Il commence en 1889 des études de droit. Cette même année, il publie ses
premiers vers dans la Revue maritime de Marseille. Sa poésie de cette
époque s'inscrit dans la mouvance symboliste.
Dans la nuit du 4 au 5 octobre 1892, il connaît à Gênes ce qu'il décrit comme
une grave crise existentielle. Il sort résolu à répudier les idoles de la
littérature, de l'amour, de l'imprécision, pour consacrer l'essentiel de son
existence à ce qu'il nomme la vie de l'esprit. En témoignent les
Cahiers dans lesquels il s'astreint à noter toutes ses réflexions au petit
matin. Après quoi, ajoute-t-il en manière de boutade, ayant consacré
ces heures à la vie de l'esprit, je me sens le droit d'être bête le reste de la
journée.
Paul Valéry indique à plusieurs reprises considérer cette nuit comme sa
véritable origine, le début de sa vie mentale.
En 1894, il s'installe à Paris, où il commence à travailler comme rédacteur au
ministère de la Guerre, et où il se lie avec Paul Léautaud. Il reste distant de
l'écriture poétique pour se consacrer à la connaissance de soi et du monde.
Secrétaire particulier d'Édouard Lebey, administrateur de l'agence Havas, il
s'affaire chaque matin aux petites heures à la rédaction de ses Cahiers,
journal intellectuel et psychologique dont l'essentiel n'est publié qu'après sa
mort. En 1900, il épouse Jeannie Gobillard, dont il a trois enfants.
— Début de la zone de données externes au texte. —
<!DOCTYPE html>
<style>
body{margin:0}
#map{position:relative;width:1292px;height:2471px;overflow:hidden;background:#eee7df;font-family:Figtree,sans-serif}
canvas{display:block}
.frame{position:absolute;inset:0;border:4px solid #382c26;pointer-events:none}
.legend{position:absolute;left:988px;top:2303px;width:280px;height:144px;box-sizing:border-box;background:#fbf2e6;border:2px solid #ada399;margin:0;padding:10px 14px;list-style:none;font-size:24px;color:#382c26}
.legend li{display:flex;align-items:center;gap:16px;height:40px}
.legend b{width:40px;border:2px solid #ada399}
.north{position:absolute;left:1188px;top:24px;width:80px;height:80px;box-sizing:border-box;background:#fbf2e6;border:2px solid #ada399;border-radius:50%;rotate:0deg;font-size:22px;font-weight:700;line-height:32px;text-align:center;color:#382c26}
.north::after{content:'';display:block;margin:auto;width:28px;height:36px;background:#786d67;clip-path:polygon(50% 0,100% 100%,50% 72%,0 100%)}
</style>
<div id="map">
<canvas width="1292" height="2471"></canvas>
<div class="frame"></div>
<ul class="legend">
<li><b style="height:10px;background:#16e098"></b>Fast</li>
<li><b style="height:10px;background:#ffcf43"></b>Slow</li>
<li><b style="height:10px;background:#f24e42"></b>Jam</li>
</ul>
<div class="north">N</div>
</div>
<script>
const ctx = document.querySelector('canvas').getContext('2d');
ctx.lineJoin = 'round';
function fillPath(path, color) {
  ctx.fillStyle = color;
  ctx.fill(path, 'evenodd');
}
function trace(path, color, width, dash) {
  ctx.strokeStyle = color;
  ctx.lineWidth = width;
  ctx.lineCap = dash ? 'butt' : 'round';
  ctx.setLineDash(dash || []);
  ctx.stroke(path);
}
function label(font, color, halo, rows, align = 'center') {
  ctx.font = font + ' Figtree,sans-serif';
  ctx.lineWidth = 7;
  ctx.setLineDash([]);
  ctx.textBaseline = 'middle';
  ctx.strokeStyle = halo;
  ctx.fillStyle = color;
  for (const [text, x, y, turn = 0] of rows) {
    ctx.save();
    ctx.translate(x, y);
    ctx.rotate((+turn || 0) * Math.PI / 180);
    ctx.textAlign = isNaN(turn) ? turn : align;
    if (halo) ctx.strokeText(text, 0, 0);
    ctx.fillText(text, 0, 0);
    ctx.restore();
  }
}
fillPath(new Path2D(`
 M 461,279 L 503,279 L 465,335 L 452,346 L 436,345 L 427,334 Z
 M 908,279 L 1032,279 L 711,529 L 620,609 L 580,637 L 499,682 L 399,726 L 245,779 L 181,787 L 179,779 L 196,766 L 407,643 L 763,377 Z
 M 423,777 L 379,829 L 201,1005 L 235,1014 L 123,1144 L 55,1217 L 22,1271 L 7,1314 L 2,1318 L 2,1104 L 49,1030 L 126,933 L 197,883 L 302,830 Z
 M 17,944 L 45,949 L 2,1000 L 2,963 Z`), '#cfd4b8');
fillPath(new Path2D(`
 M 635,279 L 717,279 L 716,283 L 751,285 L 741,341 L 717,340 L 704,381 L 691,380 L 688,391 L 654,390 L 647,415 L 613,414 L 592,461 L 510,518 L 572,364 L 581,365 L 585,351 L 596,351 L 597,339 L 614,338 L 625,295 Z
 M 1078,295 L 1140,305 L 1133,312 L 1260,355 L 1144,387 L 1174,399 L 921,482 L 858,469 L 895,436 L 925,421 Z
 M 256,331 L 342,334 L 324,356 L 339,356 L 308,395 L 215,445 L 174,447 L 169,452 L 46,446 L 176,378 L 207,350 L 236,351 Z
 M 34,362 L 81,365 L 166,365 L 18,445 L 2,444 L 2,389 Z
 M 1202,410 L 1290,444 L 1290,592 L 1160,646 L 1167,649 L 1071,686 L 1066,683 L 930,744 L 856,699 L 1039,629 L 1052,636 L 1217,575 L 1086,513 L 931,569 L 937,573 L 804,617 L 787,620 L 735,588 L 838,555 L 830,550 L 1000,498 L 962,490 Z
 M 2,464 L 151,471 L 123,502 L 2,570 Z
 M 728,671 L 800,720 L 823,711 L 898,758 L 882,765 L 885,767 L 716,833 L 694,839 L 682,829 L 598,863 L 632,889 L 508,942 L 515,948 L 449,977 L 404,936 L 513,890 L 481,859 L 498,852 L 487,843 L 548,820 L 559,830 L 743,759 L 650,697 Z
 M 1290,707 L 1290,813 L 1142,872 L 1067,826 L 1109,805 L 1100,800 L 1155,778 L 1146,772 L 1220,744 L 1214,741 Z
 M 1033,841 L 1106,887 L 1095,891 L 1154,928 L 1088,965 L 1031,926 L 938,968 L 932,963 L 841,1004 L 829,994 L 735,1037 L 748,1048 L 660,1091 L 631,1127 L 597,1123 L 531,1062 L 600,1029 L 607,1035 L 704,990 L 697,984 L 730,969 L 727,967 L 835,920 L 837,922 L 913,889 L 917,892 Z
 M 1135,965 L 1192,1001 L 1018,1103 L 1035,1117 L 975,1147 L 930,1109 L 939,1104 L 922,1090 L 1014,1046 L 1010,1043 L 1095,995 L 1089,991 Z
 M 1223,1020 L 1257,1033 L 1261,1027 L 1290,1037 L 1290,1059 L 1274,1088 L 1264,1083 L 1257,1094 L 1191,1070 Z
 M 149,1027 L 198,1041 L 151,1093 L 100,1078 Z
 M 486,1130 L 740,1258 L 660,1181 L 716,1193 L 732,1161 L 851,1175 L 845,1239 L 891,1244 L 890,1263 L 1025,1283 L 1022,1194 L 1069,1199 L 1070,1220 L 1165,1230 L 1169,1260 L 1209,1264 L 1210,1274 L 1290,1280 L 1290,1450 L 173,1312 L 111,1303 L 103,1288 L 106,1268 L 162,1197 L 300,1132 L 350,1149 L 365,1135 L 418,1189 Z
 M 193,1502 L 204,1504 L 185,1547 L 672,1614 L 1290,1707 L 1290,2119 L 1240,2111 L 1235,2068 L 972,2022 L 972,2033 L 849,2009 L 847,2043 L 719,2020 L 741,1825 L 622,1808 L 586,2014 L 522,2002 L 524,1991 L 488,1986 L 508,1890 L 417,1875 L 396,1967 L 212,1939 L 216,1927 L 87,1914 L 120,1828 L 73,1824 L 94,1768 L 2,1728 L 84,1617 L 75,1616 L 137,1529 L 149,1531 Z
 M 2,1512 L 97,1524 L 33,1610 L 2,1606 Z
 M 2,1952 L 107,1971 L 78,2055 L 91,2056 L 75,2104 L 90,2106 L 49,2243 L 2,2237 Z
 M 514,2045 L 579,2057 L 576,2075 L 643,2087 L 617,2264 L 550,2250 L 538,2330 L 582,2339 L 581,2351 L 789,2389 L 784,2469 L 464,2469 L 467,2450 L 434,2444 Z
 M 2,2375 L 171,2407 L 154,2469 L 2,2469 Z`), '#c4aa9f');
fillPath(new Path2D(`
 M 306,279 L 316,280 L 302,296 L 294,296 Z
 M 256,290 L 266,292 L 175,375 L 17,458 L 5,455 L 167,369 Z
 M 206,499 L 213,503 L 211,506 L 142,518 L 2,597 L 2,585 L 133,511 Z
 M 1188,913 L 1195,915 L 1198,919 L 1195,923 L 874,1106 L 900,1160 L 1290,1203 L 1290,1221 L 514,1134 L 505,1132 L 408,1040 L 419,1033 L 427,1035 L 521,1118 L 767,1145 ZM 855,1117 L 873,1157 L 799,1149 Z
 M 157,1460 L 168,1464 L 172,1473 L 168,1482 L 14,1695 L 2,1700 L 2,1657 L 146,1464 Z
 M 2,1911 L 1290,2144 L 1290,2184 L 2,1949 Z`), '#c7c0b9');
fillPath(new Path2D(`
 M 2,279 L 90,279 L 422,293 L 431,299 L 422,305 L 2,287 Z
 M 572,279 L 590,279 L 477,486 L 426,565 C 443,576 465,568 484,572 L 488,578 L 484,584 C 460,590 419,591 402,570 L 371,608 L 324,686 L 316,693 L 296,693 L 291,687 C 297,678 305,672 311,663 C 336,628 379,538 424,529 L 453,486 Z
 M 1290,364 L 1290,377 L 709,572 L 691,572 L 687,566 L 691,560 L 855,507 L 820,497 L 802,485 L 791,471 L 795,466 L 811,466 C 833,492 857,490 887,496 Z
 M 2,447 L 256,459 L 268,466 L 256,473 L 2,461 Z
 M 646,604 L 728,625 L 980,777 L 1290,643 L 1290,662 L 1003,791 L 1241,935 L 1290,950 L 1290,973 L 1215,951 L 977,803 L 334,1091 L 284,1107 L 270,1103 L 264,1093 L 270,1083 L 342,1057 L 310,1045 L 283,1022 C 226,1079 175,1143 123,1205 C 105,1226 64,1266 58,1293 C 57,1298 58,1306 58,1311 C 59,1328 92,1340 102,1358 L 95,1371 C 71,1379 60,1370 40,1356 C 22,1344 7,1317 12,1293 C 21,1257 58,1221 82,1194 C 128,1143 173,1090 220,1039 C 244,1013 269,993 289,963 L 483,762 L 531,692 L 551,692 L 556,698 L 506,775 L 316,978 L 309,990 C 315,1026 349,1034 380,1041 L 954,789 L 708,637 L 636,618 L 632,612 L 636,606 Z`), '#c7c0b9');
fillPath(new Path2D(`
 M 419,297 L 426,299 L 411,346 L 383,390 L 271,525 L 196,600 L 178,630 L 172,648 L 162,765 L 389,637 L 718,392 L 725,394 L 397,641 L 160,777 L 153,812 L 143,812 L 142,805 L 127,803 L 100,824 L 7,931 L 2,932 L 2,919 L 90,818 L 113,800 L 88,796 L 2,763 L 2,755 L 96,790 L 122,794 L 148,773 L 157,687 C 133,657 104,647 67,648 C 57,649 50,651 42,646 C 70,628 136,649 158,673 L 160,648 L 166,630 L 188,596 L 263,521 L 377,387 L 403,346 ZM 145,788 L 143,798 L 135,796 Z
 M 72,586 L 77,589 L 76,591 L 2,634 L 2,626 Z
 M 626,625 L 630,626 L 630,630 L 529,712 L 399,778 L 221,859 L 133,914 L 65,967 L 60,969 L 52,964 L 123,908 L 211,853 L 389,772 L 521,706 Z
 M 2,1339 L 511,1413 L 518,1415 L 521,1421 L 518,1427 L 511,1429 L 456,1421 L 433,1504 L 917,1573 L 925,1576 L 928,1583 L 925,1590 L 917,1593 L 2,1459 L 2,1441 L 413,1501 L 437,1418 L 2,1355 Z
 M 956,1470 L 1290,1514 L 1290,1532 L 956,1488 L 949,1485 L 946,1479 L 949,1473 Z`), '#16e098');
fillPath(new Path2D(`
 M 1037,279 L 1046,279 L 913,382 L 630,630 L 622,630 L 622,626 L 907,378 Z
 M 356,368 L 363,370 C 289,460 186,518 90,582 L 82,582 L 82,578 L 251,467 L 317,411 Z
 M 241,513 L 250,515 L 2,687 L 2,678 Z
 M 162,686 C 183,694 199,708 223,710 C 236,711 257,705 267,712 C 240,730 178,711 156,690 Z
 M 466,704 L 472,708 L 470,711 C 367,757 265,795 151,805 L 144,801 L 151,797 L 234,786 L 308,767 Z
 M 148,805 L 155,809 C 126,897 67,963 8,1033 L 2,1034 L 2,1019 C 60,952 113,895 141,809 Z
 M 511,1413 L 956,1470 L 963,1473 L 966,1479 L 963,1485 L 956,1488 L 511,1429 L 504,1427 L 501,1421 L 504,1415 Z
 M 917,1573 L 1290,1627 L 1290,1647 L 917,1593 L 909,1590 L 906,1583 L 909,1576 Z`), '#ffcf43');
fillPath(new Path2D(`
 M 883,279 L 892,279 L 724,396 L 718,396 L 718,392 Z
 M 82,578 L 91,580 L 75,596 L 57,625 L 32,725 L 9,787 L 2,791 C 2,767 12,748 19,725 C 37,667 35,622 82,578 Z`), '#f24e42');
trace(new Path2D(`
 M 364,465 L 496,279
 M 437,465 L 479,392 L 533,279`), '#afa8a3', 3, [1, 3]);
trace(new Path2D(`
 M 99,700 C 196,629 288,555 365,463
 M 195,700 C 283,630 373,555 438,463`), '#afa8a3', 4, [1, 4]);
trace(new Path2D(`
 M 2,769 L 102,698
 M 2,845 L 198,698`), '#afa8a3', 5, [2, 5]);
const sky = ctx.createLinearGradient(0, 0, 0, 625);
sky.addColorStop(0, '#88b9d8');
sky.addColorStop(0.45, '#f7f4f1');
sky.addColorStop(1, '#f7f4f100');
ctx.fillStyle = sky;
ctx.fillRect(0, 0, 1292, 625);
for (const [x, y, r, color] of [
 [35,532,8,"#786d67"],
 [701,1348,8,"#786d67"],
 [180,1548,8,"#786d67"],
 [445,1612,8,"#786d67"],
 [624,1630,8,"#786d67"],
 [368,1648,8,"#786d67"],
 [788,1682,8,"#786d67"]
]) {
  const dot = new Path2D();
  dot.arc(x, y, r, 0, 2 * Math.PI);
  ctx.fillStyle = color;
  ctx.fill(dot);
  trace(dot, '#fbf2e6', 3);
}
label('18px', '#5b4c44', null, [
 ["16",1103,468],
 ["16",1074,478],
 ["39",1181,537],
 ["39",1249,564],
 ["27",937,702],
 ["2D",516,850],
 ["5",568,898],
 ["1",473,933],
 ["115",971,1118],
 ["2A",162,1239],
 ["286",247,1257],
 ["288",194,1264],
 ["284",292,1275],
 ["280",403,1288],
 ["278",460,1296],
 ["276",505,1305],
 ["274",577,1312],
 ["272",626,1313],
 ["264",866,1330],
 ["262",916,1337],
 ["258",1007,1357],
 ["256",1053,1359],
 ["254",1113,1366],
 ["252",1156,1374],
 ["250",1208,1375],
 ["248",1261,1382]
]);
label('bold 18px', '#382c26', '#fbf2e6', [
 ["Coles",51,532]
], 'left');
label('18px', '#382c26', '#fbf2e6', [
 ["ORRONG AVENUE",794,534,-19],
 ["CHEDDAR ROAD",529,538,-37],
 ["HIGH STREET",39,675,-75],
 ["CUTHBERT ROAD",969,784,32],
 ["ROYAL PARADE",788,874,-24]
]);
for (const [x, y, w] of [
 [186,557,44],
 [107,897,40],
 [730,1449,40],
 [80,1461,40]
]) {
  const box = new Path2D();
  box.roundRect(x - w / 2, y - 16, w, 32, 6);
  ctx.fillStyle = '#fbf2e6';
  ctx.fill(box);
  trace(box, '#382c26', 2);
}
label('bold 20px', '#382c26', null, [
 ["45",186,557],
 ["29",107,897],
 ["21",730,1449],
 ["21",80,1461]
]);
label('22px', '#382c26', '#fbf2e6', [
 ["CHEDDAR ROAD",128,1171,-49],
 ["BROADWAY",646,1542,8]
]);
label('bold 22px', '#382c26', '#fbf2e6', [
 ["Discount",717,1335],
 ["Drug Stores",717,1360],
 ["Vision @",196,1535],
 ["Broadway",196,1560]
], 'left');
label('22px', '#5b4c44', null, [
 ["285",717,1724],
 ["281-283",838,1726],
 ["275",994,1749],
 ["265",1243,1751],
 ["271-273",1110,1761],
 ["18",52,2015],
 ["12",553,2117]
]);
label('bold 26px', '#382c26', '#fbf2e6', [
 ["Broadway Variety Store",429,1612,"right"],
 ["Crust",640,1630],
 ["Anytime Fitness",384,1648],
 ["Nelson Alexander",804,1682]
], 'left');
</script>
En 1917, sous l'influence de
Gide notamment, il revient à la poésie avec
La Jeune Parque, publiée chez Gallimard. Un autre grand poème suit quelques
années plus tard : Le Cimetière marin (1920), puis un recueil, Charmes
(1922).
Influencé par Stéphane Mallarmé, Paul Valéry privilégia toujours dans sa poésie
la maîtrise formelle sur le sens et l'inspiration : Mes vers ont le sens
qu'on leur prête.
Après la Première Guerre mondiale, Paul Valéry devient une sorte de « poète
officiel », immensément célèbre et comblé d'honneurs. En 1924, il devient
président du Pen Club français, puis il est élu membre de l'Académie
française l'année suivante. Dans le discours de réception qu'il
prononce le 23 juin 1927, Paul Valéry fait l’éloge d'Anatole
France, son prédécesseur, sans prononcer son nom une seule fois.
En 1932, il entre au conseil des musées nationaux ; en 1933, il est nommé
administrateur du Centre universitaire méditerranéen de Nice ; en 1936, il est
nommé président de la Commission de synthèse de la coopération culturelle pour
l'exposition universelle ; en 1937, on crée pour lui la chaire de poétique au
Collège de France ; en 1939, enfin, il devient président d'honneur de la SACEM.
Son œuvre véritable, pendant ce temps, continue toujours dans l'ombre. La
profondeur des réflexions qu'il a émises dans des ouvrages exigeants (Introduction
à la méthode de Léonard de Vinci, La soirée avec monsieur Teste), ses
réflexions sur le devenir de la civilisation (Regards sur le monde actuel)
et sa vive curiosité intellectuelle en ont fait un interlocuteur de Raymond
Poincaré, Louis de Broglie, Henri Bergson et
Albert Einstein.
Sous l’Occupation, Paul Valéry, refusant de collaborer, prononce du haut de son
poste de secrétaire de l'Académie française l'éloge funèbre du "juif Henri
Bergson". Il perd son poste, ainsi que celui d’administrateur du Centre
universitaire méditerranéen (CUM) de Nice.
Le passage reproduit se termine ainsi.